Aquí hay un secreto que en realidad no es un secreto: mucha gente orina en la ducha. Tal vez seas una de esas personas a las que no les importa porque todo se va por el mismo desagüe, o tal vez seas una de esas personas a las que les resulta poco saludable.

Cuando se trata de duchas vaginales, los urólogos generalmente las consideran seguras tanto para hombres como para mujeres. «No tiene desventajas y simplemente es conveniente para algunas personas», afirmó la Dra. Karyn Eilber, profesora de urología en el Hospital Cedars-Sinai de Los Ángeles.

«Es realmente una cuestión de preferencia personal que a la gente no le guste asociar un lugar donde te limpias en la ducha con un lugar donde te relajas».

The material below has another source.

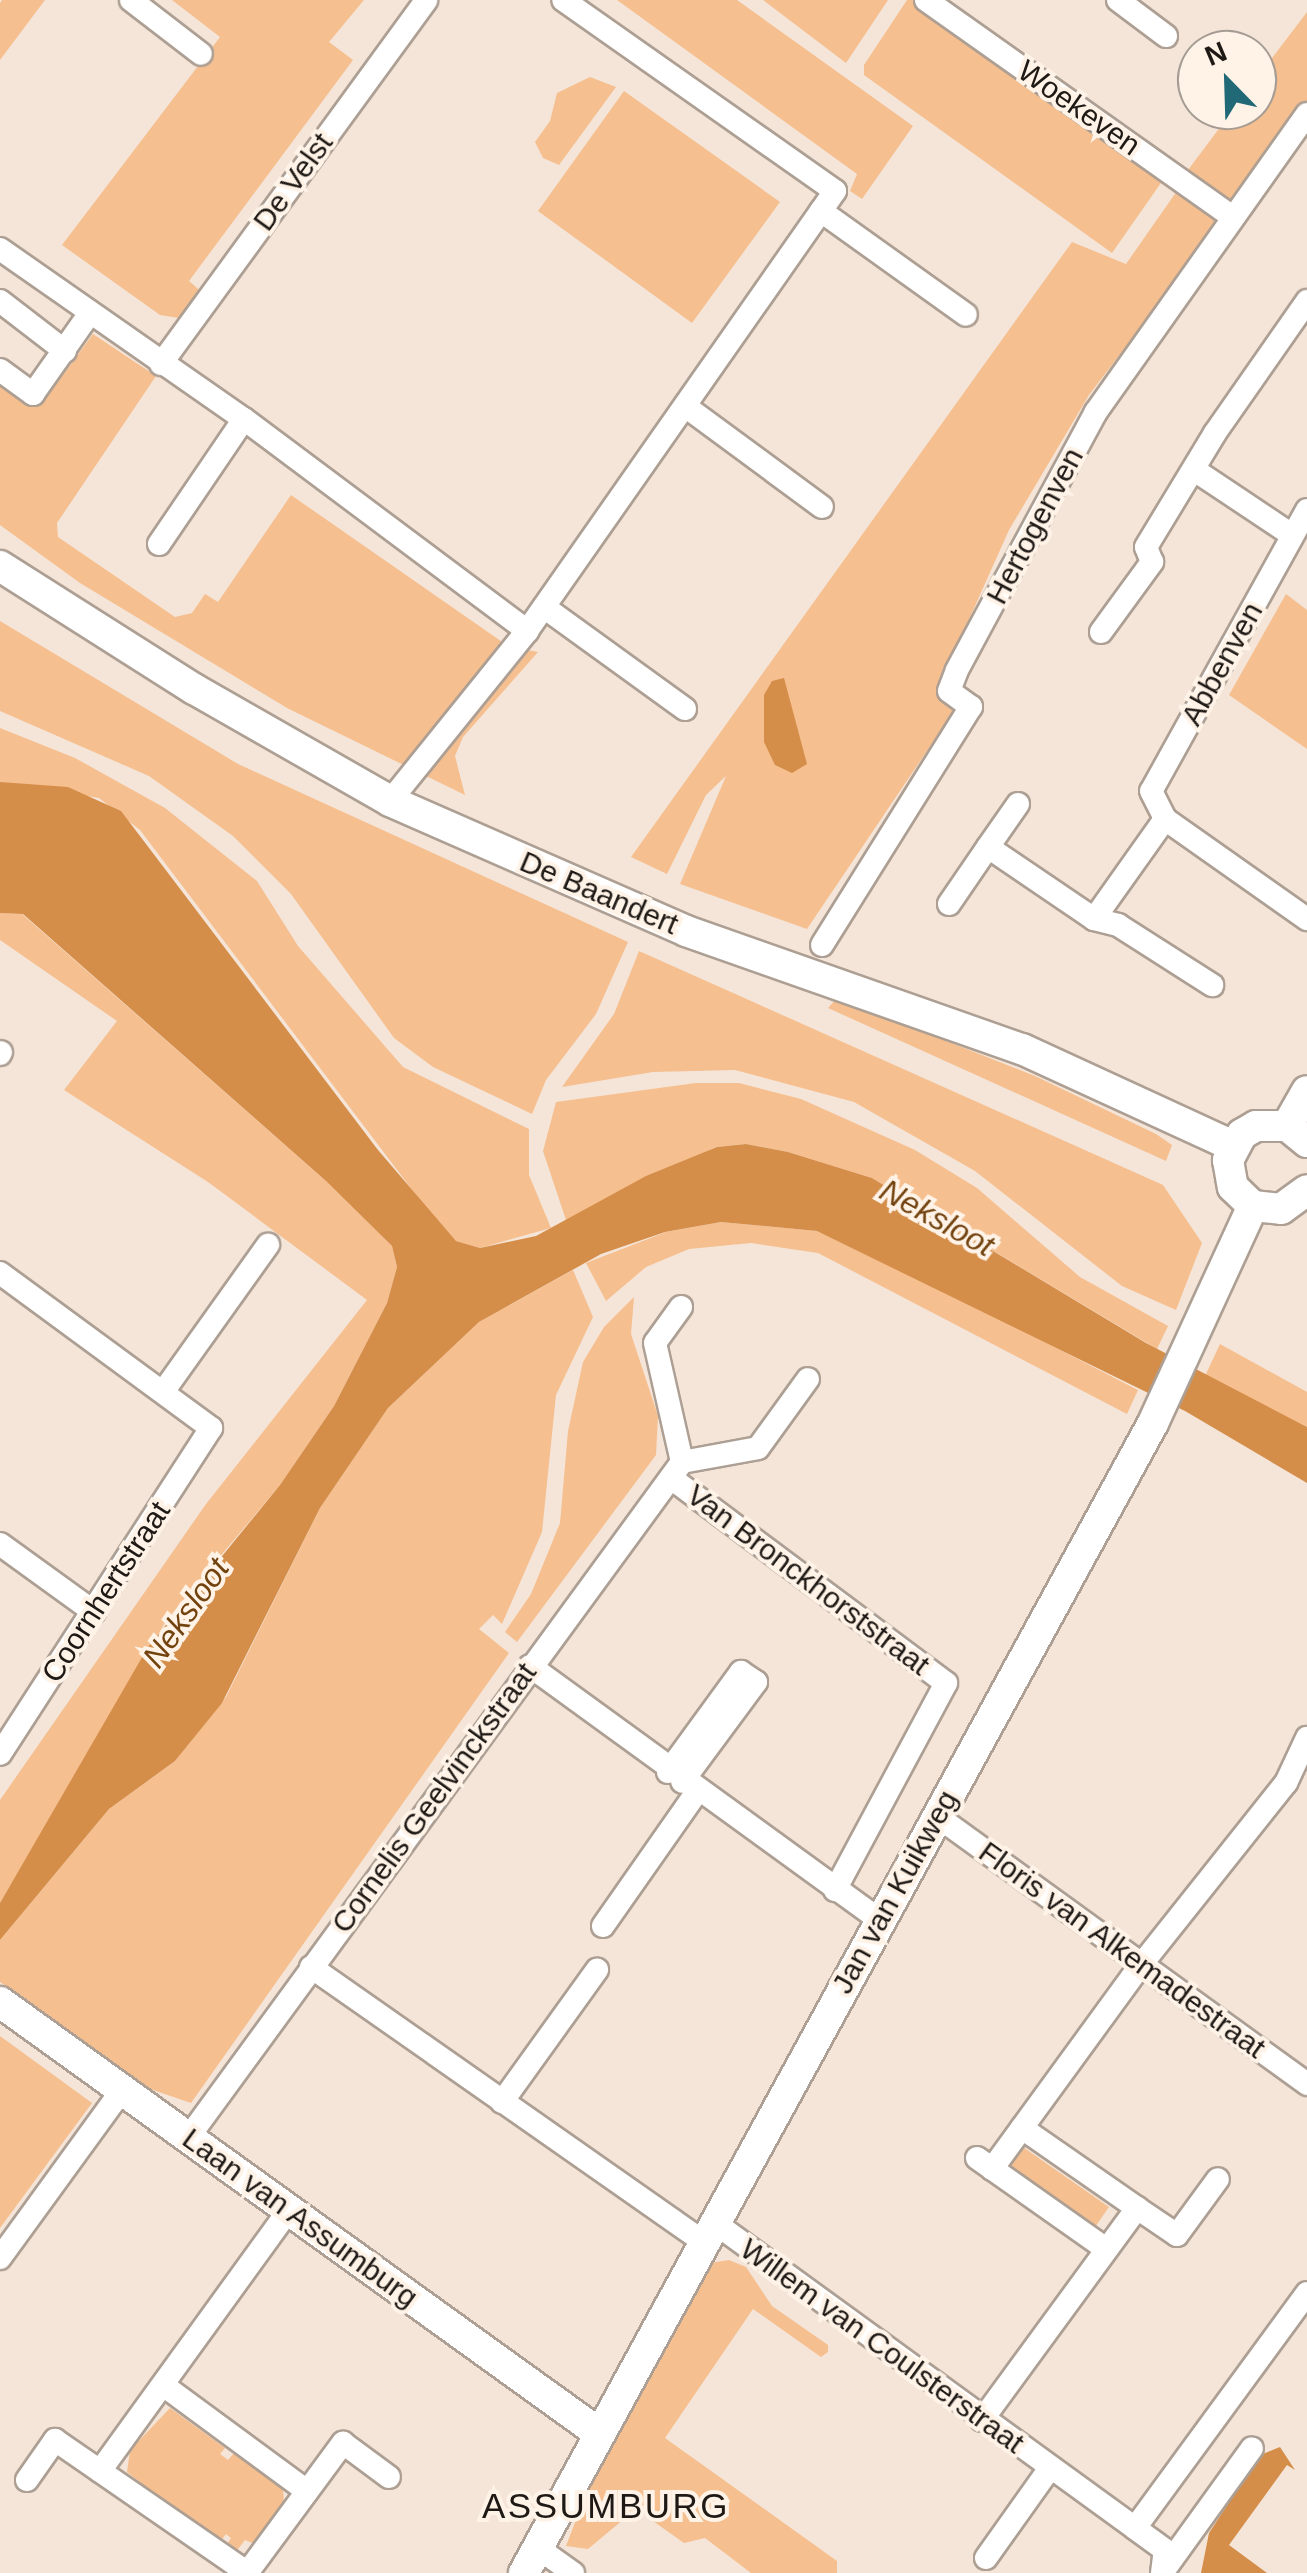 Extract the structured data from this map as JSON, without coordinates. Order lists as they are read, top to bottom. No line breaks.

Según los urólogos, orinar en la ducha no suele provocar problemas de salud y no corre el riesgo de obstruir el desagüe. Sin embargo, hay algunas situaciones en las que utilizar la ducha como inodoro improvisado puede no ser una buena idea.

Un argumento común en contra de la postura miccional de las mujeres es que no permite que los músculos del suelo pélvico se relajen, provocando tensión y un vaciado incompleto de la vejiga. Sin embargo, el Dr. David Shusterman, urólogo y jefe del Urólogo Moderno de la ciudad de Nueva York, dijo que esta afirmación no es cierta.

Los dos músculos que controlan el flujo de orina desde la vejiga se llaman esfínteres urinarios. Uno está situado en la base de la vejiga y el otro cerca del suelo pélvico. Shusterman dijo que los músculos del suelo pélvico se debilitan cuando las personas intentan expulsar la orina con fuerza. Esto se debe a que el esfuerzo de empujar tensa los esfínteres y ejerce presión adicional sobre los músculos pélvicos y la vejiga, lo que dificulta el paso de la orina.

Puedes evitar este esfuerzo forzado orinando en la ducha. «Durante una ducha caliente, es muy fácil relajar el esfínter y dejar salir la orina», dijo. «A pesar de que la gente dice que orinar en la ducha es malo para la salud, creo que en realidad es saludable».